=== MATERIALS PROVIDED ===
--- START ---

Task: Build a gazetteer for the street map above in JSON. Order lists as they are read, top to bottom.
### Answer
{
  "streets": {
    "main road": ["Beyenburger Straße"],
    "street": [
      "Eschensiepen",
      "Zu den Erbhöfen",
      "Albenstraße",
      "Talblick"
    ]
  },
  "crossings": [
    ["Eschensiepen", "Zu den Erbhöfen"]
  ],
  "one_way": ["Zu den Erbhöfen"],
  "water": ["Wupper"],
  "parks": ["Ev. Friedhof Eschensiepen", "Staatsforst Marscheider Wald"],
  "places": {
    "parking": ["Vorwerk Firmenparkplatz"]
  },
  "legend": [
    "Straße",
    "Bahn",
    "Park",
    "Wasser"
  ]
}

--- END ---
--- START ---

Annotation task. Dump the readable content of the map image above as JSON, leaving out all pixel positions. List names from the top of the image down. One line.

--- END ---

=== WORK REQUEST ===
Out of the records above, pull each line containing the word "JSON".

=== OUTPUT BELOW ===
Task: Build a gazetteer for the street map above in JSON. Order lists as they are read, top to bottom.
Annotation task. Dump the readable content of the map image above as JSON, leaving out all pixel positions. List names from the top of the image down. One line.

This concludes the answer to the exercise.